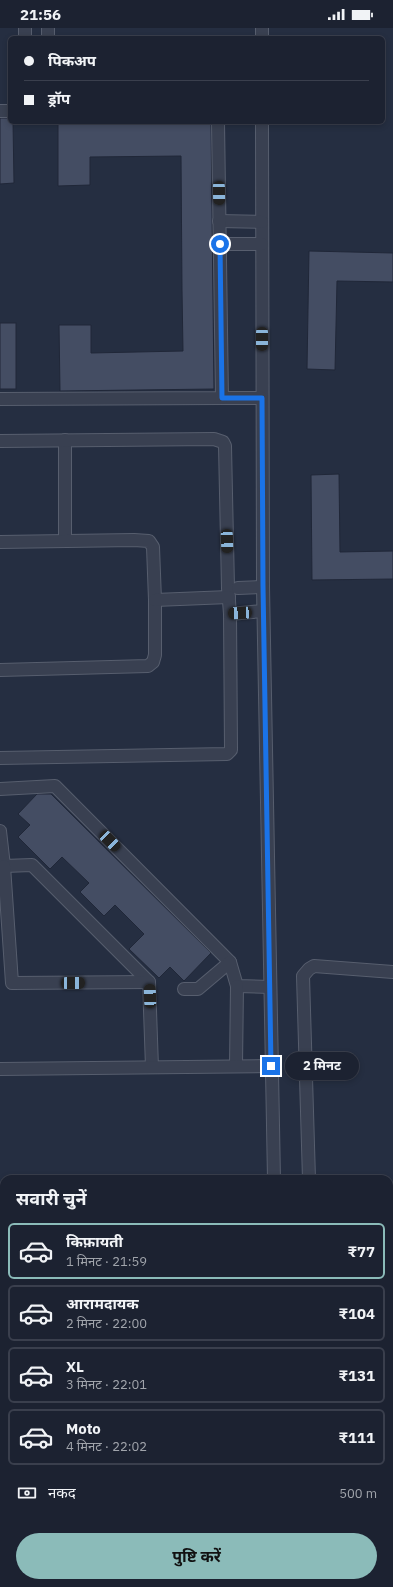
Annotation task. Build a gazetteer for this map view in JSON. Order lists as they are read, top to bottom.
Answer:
{
  "page": {
    "status": "21:56",
    "banner": ["पिकअप", "ड्रॉप"],
    "bubble": "2 मिनट",
    "heading": "सवारी चुनें",
    "list": [
      {
        "name": "किफ़ायती",
        "note": "1 मिनट · 21:59",
        "value": "₹77"
      },
      {
        "name": "आरामदायक",
        "note": "2 मिनट · 22:00",
        "value": "₹104"
      },
      {
        "name": "XL",
        "note": "3 मिनट · 22:01",
        "value": "₹131"
      },
      {
        "name": "Moto",
        "note": "4 मिनट · 22:02",
        "value": "₹111"
      }
    ],
    "pay": ["नकद", "500 m"],
    "buttons": "पुष्टि करें"
  }
}
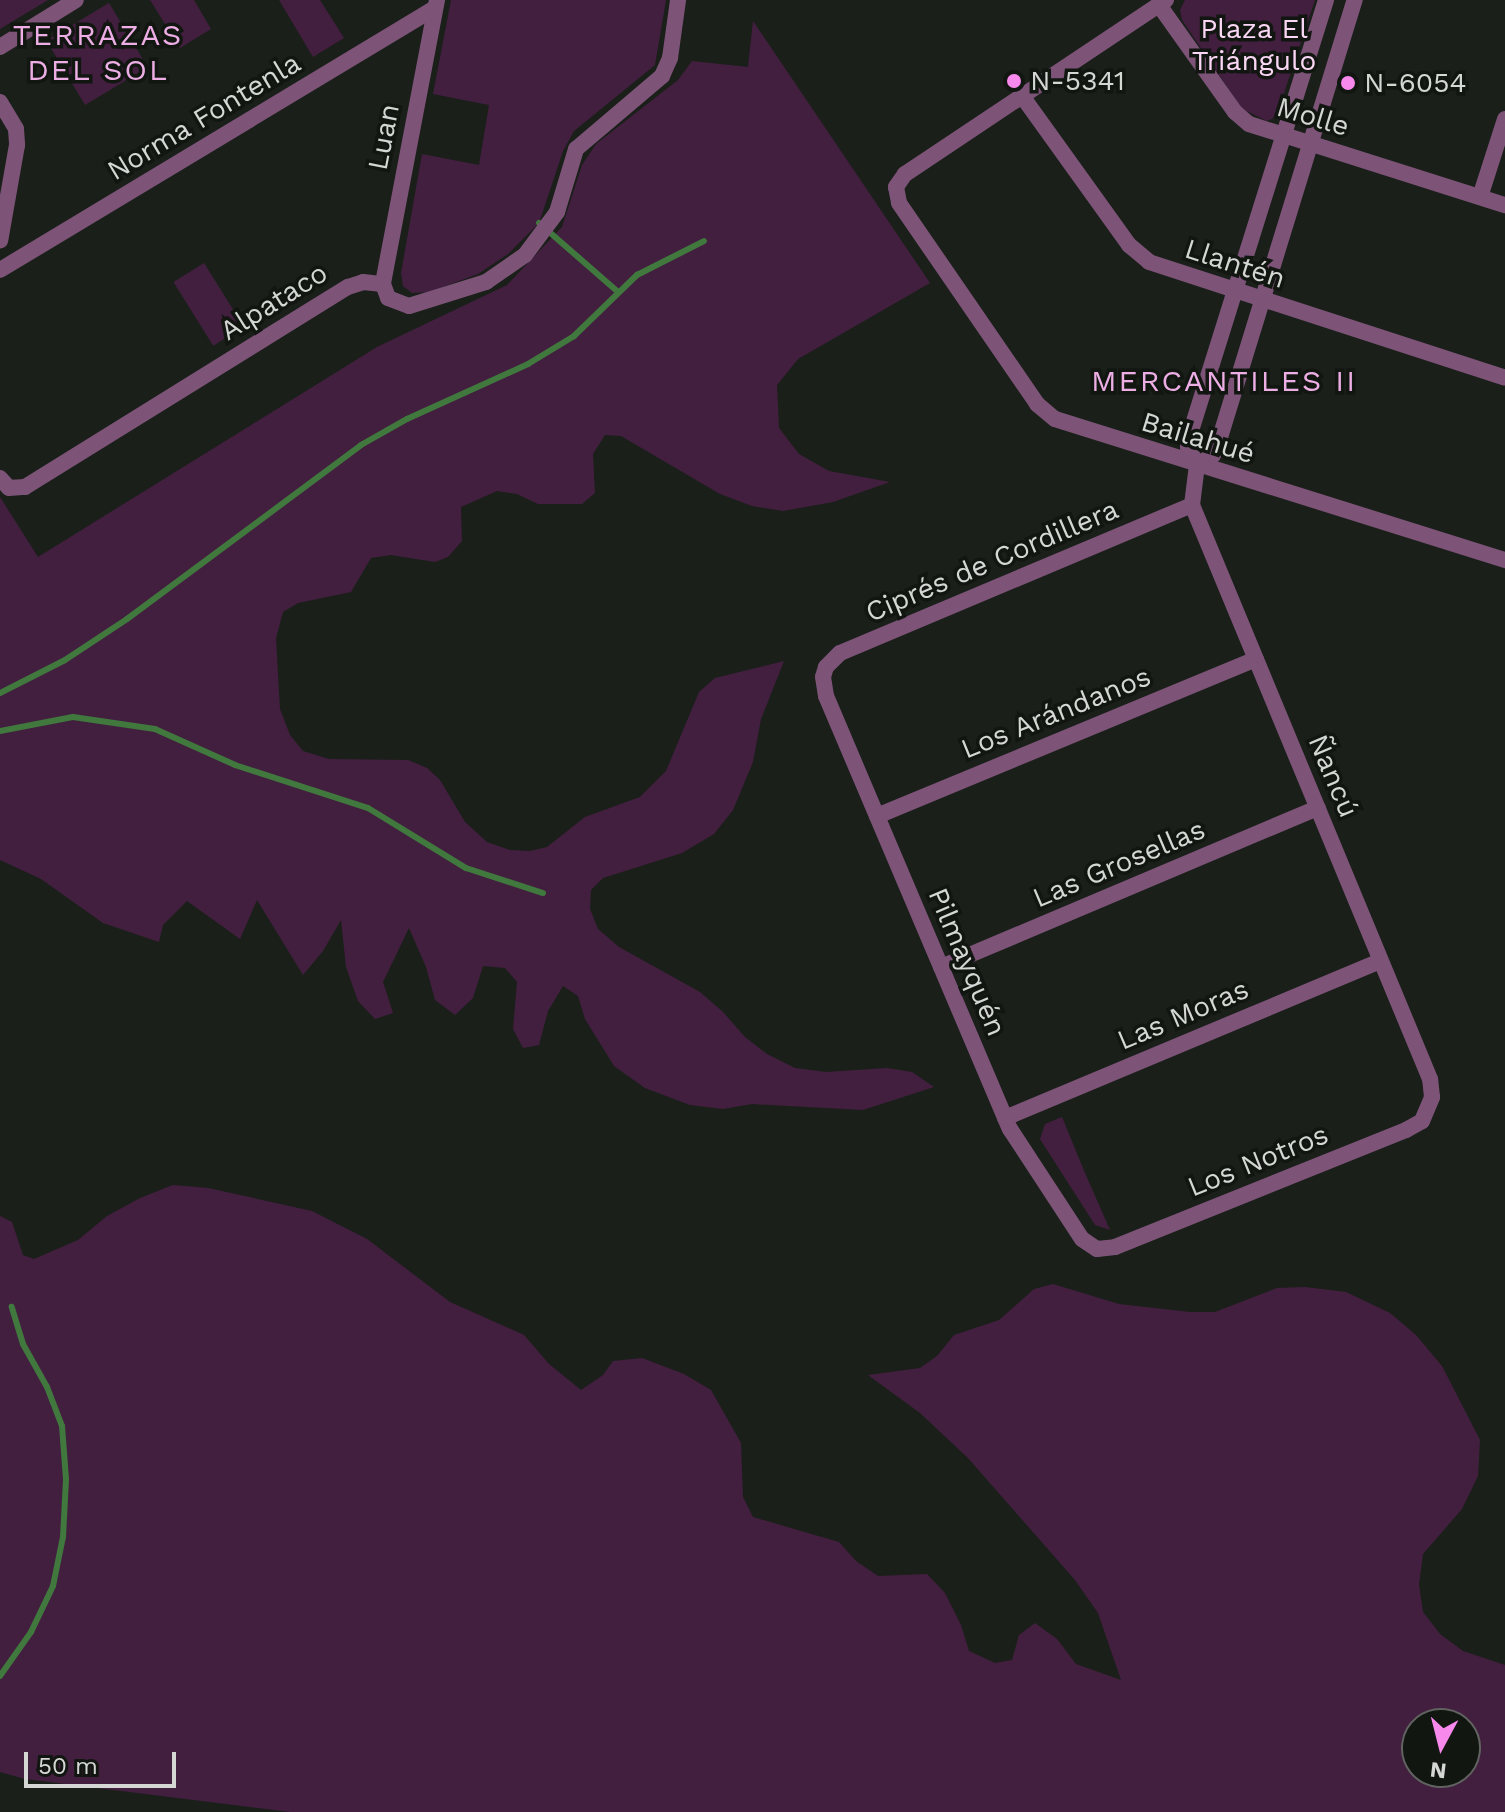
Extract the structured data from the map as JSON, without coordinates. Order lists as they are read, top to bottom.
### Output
{
  "streets": {
    "street": [
      "Norma Fontenla",
      "Molle",
      "Luan",
      "Llantén",
      "Alpataco",
      "Bailahué",
      "Ciprés de Cordillera",
      "Los Arándanos",
      "Ñancú",
      "Las Grosellas",
      "Pilmayquén",
      "Las Moras",
      "Los Notros"
    ]
  },
  "crossings": [
    ["Norma Fontenla", "Luan"],
    ["Molle", "Ñancú"],
    ["Luan", "Alpataco"],
    ["Llantén", "Bailahué"],
    ["Llantén", "Ñancú"],
    ["Bailahué", "Ñancú"],
    ["Ciprés de Cordillera", "Ñancú"],
    ["Ciprés de Cordillera", "Pilmayquén"],
    ["Los Arándanos", "Ñancú"],
    ["Los Arándanos", "Pilmayquén"],
    ["Ñancú", "Las Grosellas"],
    ["Ñancú", "Las Moras"],
    ["Ñancú", "Los Notros"],
    ["Las Grosellas", "Pilmayquén"],
    ["Pilmayquén", "Las Moras"],
    ["Pilmayquén", "Los Notros"]
  ],
  "districts": ["TERRAZAS DEL SOL", "MERCANTILES II"],
  "parks": ["Plaza El Triángulo"],
  "places": ["N-5341", "N-6054"],
  "scale_bar": "50 m",
  "north": "bottom"
}
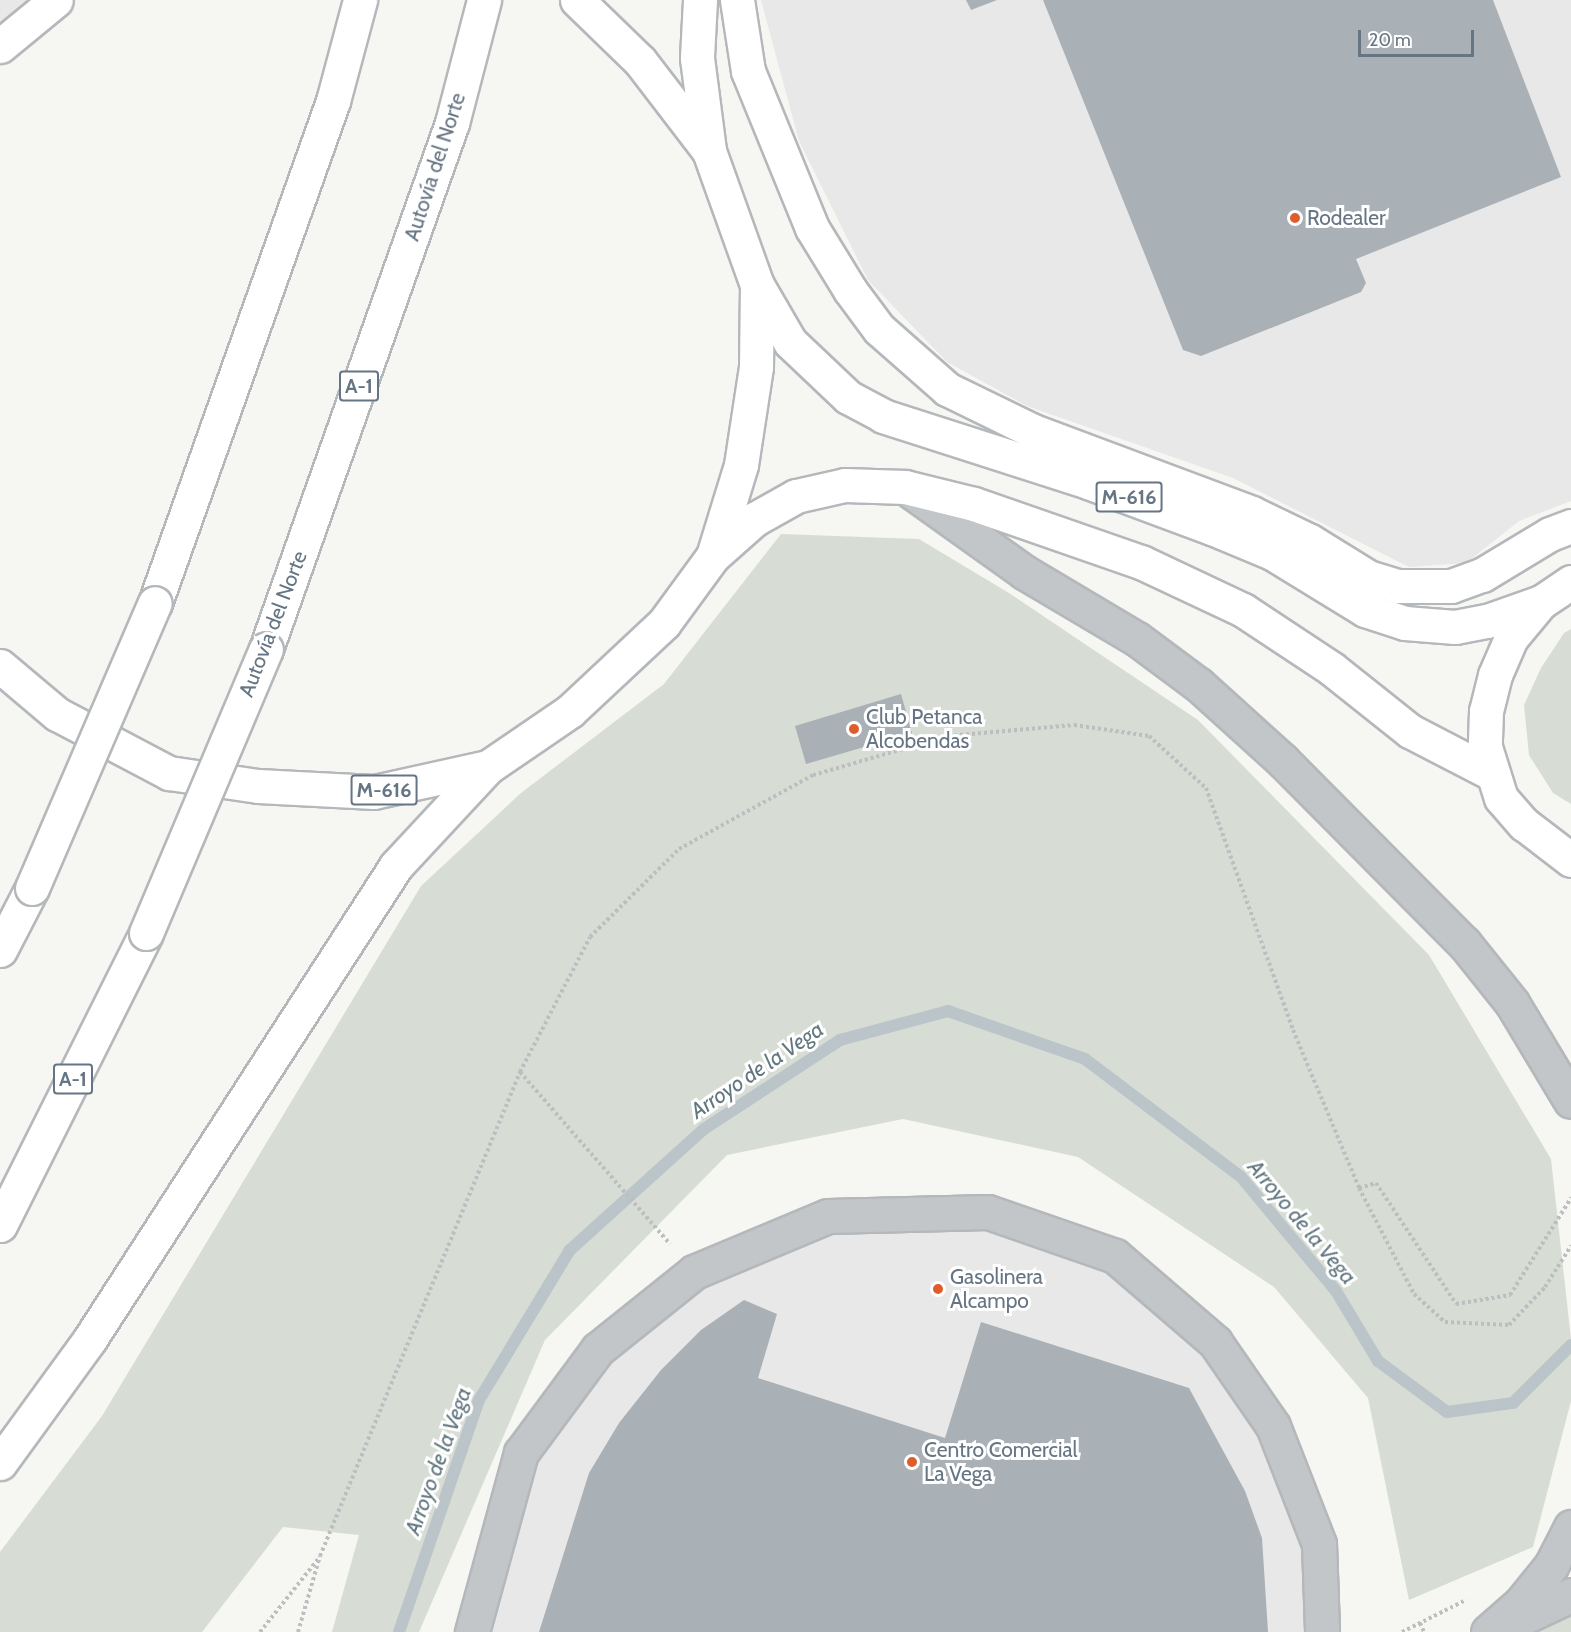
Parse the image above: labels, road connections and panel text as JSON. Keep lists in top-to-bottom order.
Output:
{
  "streets": {
    "highway": ["Autovía del Norte", "A-1", "M-616"]
  },
  "water": ["Arroyo de la Vega"],
  "places": [
    "Rodealer",
    "Club Petanca Alcobendas",
    "Gasolinera Alcampo",
    "Centro Comercial La Vega"
  ],
  "scale_bar": "20 m"
}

____________________

→ Task statement: Your response should be each line that includes the word "lists", copied from the records.

→ Finished exercise:
Annotation task. Build a gazetteer for this map view in JSON. Order lists as they are read, top to bottom.
Extract the structured data from the map as JSON, without coordinates. Order lists as they are read, top to bottom.
Parse the image above: labels, road connections and panel text as JSON. Keep lists in top-to-bottom order.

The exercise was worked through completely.